Show the lines below that contain the string "Church".
*** Opening RECORDS ***
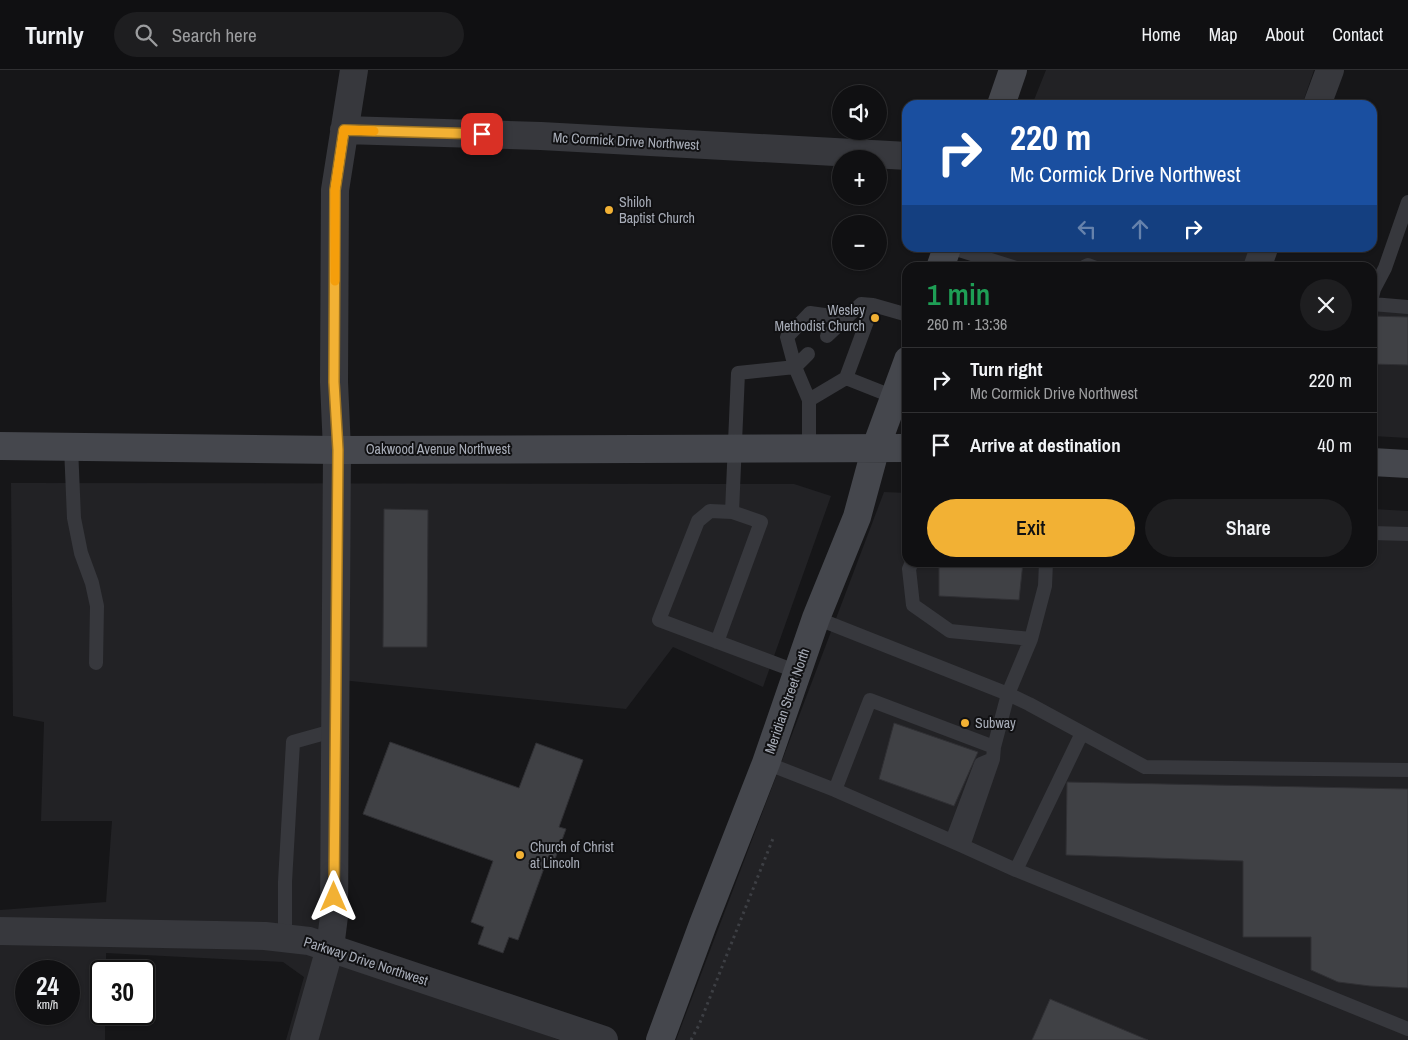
<!DOCTYPE html>
<html lang="en">
<head>
<meta charset="utf-8">
<style>
  :root { --surface:#101012; --page:#1e1e20; --text:#f1f3f6; --muted:#9c9d9f; --line:#303032; --accent:#f2b134 }
  body { margin:0; font-family:"Archivo Narrow",sans-serif; background:var(--page); color:var(--text); height:100vh; display:flex; flex-direction:column; font-size:19px; white-space:nowrap }
  * { box-sizing:border-box; margin:0 }
  p { font-size:16px; color:var(--muted) }
  .icon { flex:none; width:28px; height:28px; fill:none; stroke:currentColor; stroke-width:2; stroke-linecap:round; stroke-linejoin:round }
  .map { position:relative; flex:1; overflow:hidden }
  .sheet { position:absolute; left:902px; top:192px; width:475px; height:305px; display:flex; flex-direction:column; background:var(--surface); border-radius:15px; box-shadow:0 1px 4px #0004,0 0 0 1px var(--line) }
  .sheet>* { flex:none }
  .banner { position:absolute; left:902px; top:30px; width:475px; height:152px; border-radius:15px; box-shadow:0 1px 4px #0004,0 0 0 1px var(--line); background:#1a4fa0; color:#fff; overflow:hidden }
  .controls { position:absolute; left:832px; top:15px; display:grid; gap:10px }
  .controls a { display:grid; place-items:center; width:55px; height:55px; border-radius:50%; background:var(--surface); box-shadow:0 1px 4px #0004,0 0 0 1px var(--line); font-size:25px }
  .speed { position:absolute; left:15px; top:890px; display:flex; gap:10px; font-size:25px; font-weight:700; text-align:center }
  .speed>* { display:grid; place-content:center; width:65px; height:65px; border-radius:50%; background:var(--surface); box-shadow:0 1px 4px #0004,0 0 0 1px var(--line); line-height:1 }
  .speed small { font-size:12px; font-weight:400 }
  .speed .limit { border:2px solid #111; border-radius:8px; background:#fff; color:#111 }
  .pin { position:absolute; display:grid; place-items:center; width:42px; height:42px; color:#fff; margin:-21px; border-radius:10px; box-shadow:0 2px 8px #0006 }
  .me { position:absolute; width:55px; margin:-28px; rotate:0deg; stroke-linejoin:round; filter:drop-shadow(0 0 4px #0008) }
  .turn { display:flex; align-items:center; gap:18px; height:105px; padding:0 25px; font-size:22px }
  .turn .icon { width:65px; height:65px; stroke-width:2.5 }
  .turn b { display:block; font-size:35px; line-height:42px }
  .lanes { display:flex; align-items:center; height:48px; padding:0 25px; background:#0003; justify-content:center; gap:25px; direction:ltr }
  .lanes .off { opacity:.35 }
  .round { display:grid; place-items:center; flex:none; width:52px; height:52px; border-radius:26px; background:var(--page) }
  .headline { display:flex; align-items:center; justify-content:space-between; height:85px; padding:0 25px }
  h1 { font-size:30px; font-weight:600; line-height:38px; color:#1e9e55 }
  .button { display:flex; gap:10px; margin-top:auto; padding:10px 25px }
  .button a { flex:1; height:58px; border-radius:30px; background:var(--accent); color:#111; font-size:20px; font-weight:600; line-height:58px; text-align:center }
  .button a+a { background:var(--page); color:var(--text) }
  ul { padding:0; list-style:none }
  li { display:flex; align-items:center; gap:15px; height:65px; padding:0 25px; border-top:1px solid var(--line) }
  li div { flex:1 }
  li b { display:block; font-size:19px }
  li em { font-style:normal }
  header { display:flex; align-items:center; gap:30px; box-sizing:border-box; height:70px; padding:0 25px; background:var(--surface); border-bottom:1px solid var(--line) }
  header strong { font-size:24px }
  nav { display:flex; gap:28px; margin-inline-start:auto; font-size:18px }
  .search { width:350px; height:45px; background:var(--page); display:flex; align-items:center; gap:12px; box-sizing:border-box; padding:0 18px; border-radius:28px; color:var(--muted); font-size:19px }
  .map>svg:first-child { display:block }
</style>
</head>
<body>
<header>
<strong>Turnly</strong>
<div class="search"><svg class="icon" aria-label="search" viewBox="0 0 24 24"><circle cx="10" cy="10" r="6"/><path d="M15 15l6 6"/></svg>Search here</div>
<nav><a>Home</a><a>Map</a><a>About</a><a>Contact</a></nav>
</header>
<div class="map">
<svg width="1408" height="970" viewBox="0 0 1408 970">
  <rect width="100%" height="100%" fill="#161618"/>
  <path fill="#222225" fill-rule="evenodd" d="M 1046,0 L 1314,0 L 1302,35 L 1032,35 Z
    M 977,178 L 1251,178 L 1244,197 L 969,198 Z
    M 1372,240 L 1408,241 L 1408,368 L 1373,366 Z
    M 11,413 L 794,414 L 831,426 L 763,617 L 673,577 L 626,639 L 341,610 L 328,878 L 559,970 L 286,970 L 304,907 L 283,892 L 106,883 L 106,901 L 101,901 L 101,944 L 105,944 L 105,970 L 0,970 L 0,840 L 106,832 L 112,751 L 41,751 L 44,652 L 13,646 ZM 26,901 L 69,901 L 69,944 L 26,944 Z
    M 884,422 L 907,423 L 908,492 L 1372,492 L 1373,439 L 1408,441 L 1408,970 L 676,970 Z"/>
  <path fill="#404145" stroke="#303034" d="M 1372,246 L 1408,247 L 1408,295 L 1372,294 Z
    M 384,439 L 428,440 L 427,577 L 383,577 Z
    M 939,492 L 1023,492 L 1019,530 L 939,526 Z
    M 894,653 L 978,682 L 954,736 L 879,709 Z
    M 390,672 L 519,718 L 536,673 L 583,690 L 559,757 L 566,759 L 555,789 L 548,787 L 518,870 L 509,867 L 503,883 L 478,874 L 484,857 L 471,852 L 493,791 L 363,744 Z
    M 1067,712 L 1408,719 L 1408,918 L 1370,916 L 1338,912 L 1311,900 L 1311,867 L 1243,867 L 1243,791 L 1066,785 Z
    M 1050,929 L 1148,970 L 1032,970 Z"/>
  <g fill="none" stroke-linecap="round" stroke-linejoin="round">
    <path stroke="#3d3f44" stroke-width="3" stroke-dasharray="2.5 4" stroke-linecap="butt" d="M 691,970 L 699,955 L 774,766"/>
    <path stroke="#37383d" stroke-width="14" d="M 953,178 L 1016,198
      M 1082,198 L 1088,195 L 1096,198
      M 1372,227 L 1374,219 L 1385,198 L 1408,132
      M 1372,234 L 1408,237
      M 827,266 L 861,234 L 873,235
      M 808,284 L 795,297 L 787,267 L 810,243 L 846,248
      M 846,308 L 873,235 L 908,245
      M 809,330 L 846,308 L 894,327
      M 71,377 L 74,448 L 81,483 L 92,513 L 97,536 L 96,593
      M 732,442 L 738,303 L 795,297 L 809,330 L 809,377
      M 1372,463 L 1408,464
      M 912,492 L 909,499 L 913,535 L 950,561 L 1031,569
      M 816,548 L 1008,624 L 1029,634 L 1145,697 L 1408,700
      M 717,572 L 761,452 L 732,442 L 710,441 L 698,451 L 659,550 L 798,602
      M 994,677 L 1008,624 L 1031,569 L 1045,516 L 1046,492
      M 766,693 L 835,720 L 963,776 L 993,689 L 994,677 L 870,630 L 835,720
      M 952,771 L 981,694 L 993,689
      M 963,776 L 1016,800 L 1082,663
      M 1016,800 L 1408,959
      M 285,868 L 285,812 L 293,672 L 336,660"/>
    <path stroke="#37383d" stroke-width="28" d="M 1317,35 L 1330,0
      M 344,60 L 541,66 L 908,86
      M 1257,198 L 1264,178
      M 0,861 L 265,866 L 309,871 L 604,970
      M 304,970 L 330,878 L 334,846 L 337,380 L 334,312 L 335,120 L 354,0"/>
    <path stroke="#45474d" stroke-width="28" d="M 1001,35 L 1013,0
      M 940,198 L 947,178
      M 0,376 L 337,380 L 908,378
      M 1372,392 L 1408,394
      M 660,970 L 703,854 L 766,693 L 816,548 L 857,447 L 876,377 L 908,290"/>
  </g>
  <g fill="none" stroke-linecap="round" stroke-linejoin="round">
    <g stroke="#9d7322" stroke-width="12">
      <path id="route" d="M 334,827 L 338,380 L 334,312 L 335,120 L 344,60 L 482,64"/>
    </g>
    <use href="#route" stroke="#f2b134" stroke-width="9"/>
    <path stroke="#f59e0b" stroke-width="9" d="M 335,211 L 335,120 L 344,60 L 374,61"/>
  </g>
  <g fill="#f2b134" stroke="#111113" stroke-width="2">
    <circle cx="609" cy="140" r="5"/>
    <circle cx="875" cy="248" r="5"/>
    <circle cx="965" cy="653" r="5"/>
    <circle cx="520" cy="785" r="5"/>
  </g>
  <g text-anchor="middle" dominant-baseline="central" stroke-width="4" stroke-linejoin="round" paint-order="stroke">
    <g font-size="14" fill="#a8adb8" stroke="#111113">
      <text transform="translate(626 71) rotate(3)">Mc Cormick Drive Northwest</text>
      <text x="438" y="379">Oakwood Avenue Northwest</text>
      <text transform="translate(787 631) rotate(-71)">Meridian Street North</text>
      <text transform="translate(366 891) rotate(18)">Parkway Drive Northwest</text>
    </g>
    <g font-size="14" fill="#a8adb8" stroke="#111113" text-anchor="start">
      <text x="619" y="132">Shiloh<tspan x="619" dy="16">Baptist Church</tspan></text>
      <text x="865" y="240" text-anchor="end">Wesley<tspan x="865" dy="16">Methodist Church</tspan></text>
      <text x="975" y="653">Subway</text>
      <text x="530" y="777">Church of Christ<tspan x="530" dy="16">at Lincoln</tspan></text>
    </g>
  </g>
</svg>
<div class="controls">
<a><svg class="icon" aria-label="sound" viewBox="0 0 24 24"><path d="M4 9h4l5-4v14l-5-4H4zM17 9q2 3 0 6"/></svg></a>
<a>+</a>
<a>−</a>
</div>
<div class="speed"><div>24<small>km/h</small></div><div class="limit">30</div></div>
<div class="pin" style="left:482px;top:64px;background:#d93025"><svg class="icon" aria-label="arrive" viewBox="0 0 24 24"><path d="M6 21V4h12l-3 4 3 4H6"/></svg></div>
<svg class="me" style="left:334px;top:827px" viewBox="-20 -20 40 40"><path d="M0-17L14 15 0 8-14 15z" fill="#f2b134" stroke="#fff" stroke-width="4"/></svg>
<div class="banner">
<div class="turn"><svg class="icon" aria-label="right" viewBox="0 0 24 24"><path d="M7 20v-9h11M14 6l5 5-5 5"/></svg><div><b>220 m</b>Mc Cormick Drive Northwest</div></div>
<div class="lanes"><svg class="icon off" aria-label="left" viewBox="0 0 24 24"><path d="M17 20v-9H6M10 6l-5 5 5 5"/></svg><svg class="icon off" aria-label="ahead" viewBox="0 0 24 24"><path d="M12 20V5M6 11l6-6 6 6"/></svg><svg class="icon" aria-label="right" viewBox="0 0 24 24"><path d="M7 20v-9h11M14 6l5 5-5 5"/></svg></div>
</div>
<section class="sheet">
<div class="headline"><div><h1>1 min</h1><p>260 m · 13:36</p></div><a class="round"><svg class="icon" aria-label="close" viewBox="0 0 24 24"><path d="M6 6l12 12M18 6L6 18"/></svg></a></div>
<ul>
<li><svg class="icon" aria-label="right" viewBox="0 0 24 24"><path d="M7 20v-9h11M14 6l5 5-5 5"/></svg><div><b>Turn right</b><p>Mc Cormick Drive Northwest</p></div><em>220 m</em></li>
<li><svg class="icon" aria-label="arrive" viewBox="0 0 24 24"><path d="M6 21V4h12l-3 4 3 4H6"/></svg><div><b>Arrive at destination</b></div><em>40 m</em></li>
</ul>
<div class="button"><a>Exit</a><a>Share</a></div>
</section>
</div>
</body>
</html>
*** Closing RECORDS ***
RESPONSE AREA
      <text x="619" y="132">Shiloh<tspan x="619" dy="16">Baptist Church</tspan></text>
      <text x="865" y="240" text-anchor="end">Wesley<tspan x="865" dy="16">Methodist Church</tspan></text>
      <text x="530" y="777">Church of Christ<tspan x="530" dy="16">at Lincoln</tspan></text>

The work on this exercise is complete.